● **BRIEF**
Your answer must be an exact copy of every record.

● **RECORDS SUPPLIED**
▼
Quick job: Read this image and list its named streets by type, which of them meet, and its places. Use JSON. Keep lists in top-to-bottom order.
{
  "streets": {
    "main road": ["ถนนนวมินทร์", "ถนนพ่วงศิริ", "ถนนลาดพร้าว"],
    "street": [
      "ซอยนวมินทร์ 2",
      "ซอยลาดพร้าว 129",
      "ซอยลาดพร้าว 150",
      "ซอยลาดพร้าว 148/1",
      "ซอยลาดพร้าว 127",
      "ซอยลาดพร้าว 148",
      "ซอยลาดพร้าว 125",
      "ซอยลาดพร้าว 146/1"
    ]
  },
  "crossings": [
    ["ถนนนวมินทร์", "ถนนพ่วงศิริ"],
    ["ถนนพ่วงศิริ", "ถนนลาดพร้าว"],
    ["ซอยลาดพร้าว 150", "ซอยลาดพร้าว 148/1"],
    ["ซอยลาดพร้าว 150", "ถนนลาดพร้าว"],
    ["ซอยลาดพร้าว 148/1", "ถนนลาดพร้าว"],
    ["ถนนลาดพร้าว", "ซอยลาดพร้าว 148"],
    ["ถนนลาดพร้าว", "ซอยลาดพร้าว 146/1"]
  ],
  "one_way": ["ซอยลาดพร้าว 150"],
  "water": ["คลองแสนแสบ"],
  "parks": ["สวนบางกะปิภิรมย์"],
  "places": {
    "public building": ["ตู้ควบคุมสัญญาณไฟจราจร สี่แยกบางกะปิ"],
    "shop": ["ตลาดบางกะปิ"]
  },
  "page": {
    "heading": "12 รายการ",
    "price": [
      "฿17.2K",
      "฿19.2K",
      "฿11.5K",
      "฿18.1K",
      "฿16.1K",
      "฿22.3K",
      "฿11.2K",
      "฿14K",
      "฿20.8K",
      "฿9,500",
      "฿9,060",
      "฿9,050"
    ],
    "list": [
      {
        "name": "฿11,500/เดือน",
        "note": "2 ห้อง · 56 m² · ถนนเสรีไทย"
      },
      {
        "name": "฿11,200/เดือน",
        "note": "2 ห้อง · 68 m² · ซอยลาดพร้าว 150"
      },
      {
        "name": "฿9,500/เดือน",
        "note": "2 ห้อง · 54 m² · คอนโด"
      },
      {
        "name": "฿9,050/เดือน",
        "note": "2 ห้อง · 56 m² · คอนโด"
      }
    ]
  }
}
▲
● **TASK RESPONSE**
Quick job: Read this image and list its named streets by type, which of them meet, and its places. Use JSON. Keep lists in top-to-bottom order.
{
  "streets": {
    "main road": ["ถนนนวมินทร์", "ถนนพ่วงศิริ", "ถนนลาดพร้าว"],
    "street": [
      "ซอยนวมินทร์ 2",
      "ซอยลาดพร้าว 129",
      "ซอยลาดพร้าว 150",
      "ซอยลาดพร้าว 148/1",
      "ซอยลาดพร้าว 127",
      "ซอยลาดพร้าว 148",
      "ซอยลาดพร้าว 125",
      "ซอยลาดพร้าว 146/1"
    ]
  },
  "crossings": [
    ["ถนนนวมินทร์", "ถนนพ่วงศิริ"],
    ["ถนนพ่วงศิริ", "ถนนลาดพร้าว"],
    ["ซอยลาดพร้าว 150", "ซอยลาดพร้าว 148/1"],
    ["ซอยลาดพร้าว 150", "ถนนลาดพร้าว"],
    ["ซอยลาดพร้าว 148/1", "ถนนลาดพร้าว"],
    ["ถนนลาดพร้าว", "ซอยลาดพร้าว 148"],
    ["ถนนลาดพร้าว", "ซอยลาดพร้าว 146/1"]
  ],
  "one_way": ["ซอยลาดพร้าว 150"],
  "water": ["คลองแสนแสบ"],
  "parks": ["สวนบางกะปิภิรมย์"],
  "places": {
    "public building": ["ตู้ควบคุมสัญญาณไฟจราจร สี่แยกบางกะปิ"],
    "shop": ["ตลาดบางกะปิ"]
  },
  "page": {
    "heading": "12 รายการ",
    "price": [
      "฿17.2K",
      "฿19.2K",
      "฿11.5K",
      "฿18.1K",
      "฿16.1K",
      "฿22.3K",
      "฿11.2K",
      "฿14K",
      "฿20.8K",
      "฿9,500",
      "฿9,060",
      "฿9,050"
    ],
    "list": [
      {
        "name": "฿11,500/เดือน",
        "note": "2 ห้อง · 56 m² · ถนนเสรีไทย"
      },
      {
        "name": "฿11,200/เดือน",
        "note": "2 ห้อง · 68 m² · ซอยลาดพร้าว 150"
      },
      {
        "name": "฿9,500/เดือน",
        "note": "2 ห้อง · 54 m² · คอนโด"
      },
      {
        "name": "฿9,050/เดือน",
        "note": "2 ห้อง · 56 m² · คอนโด"
      }
    ]
  }
}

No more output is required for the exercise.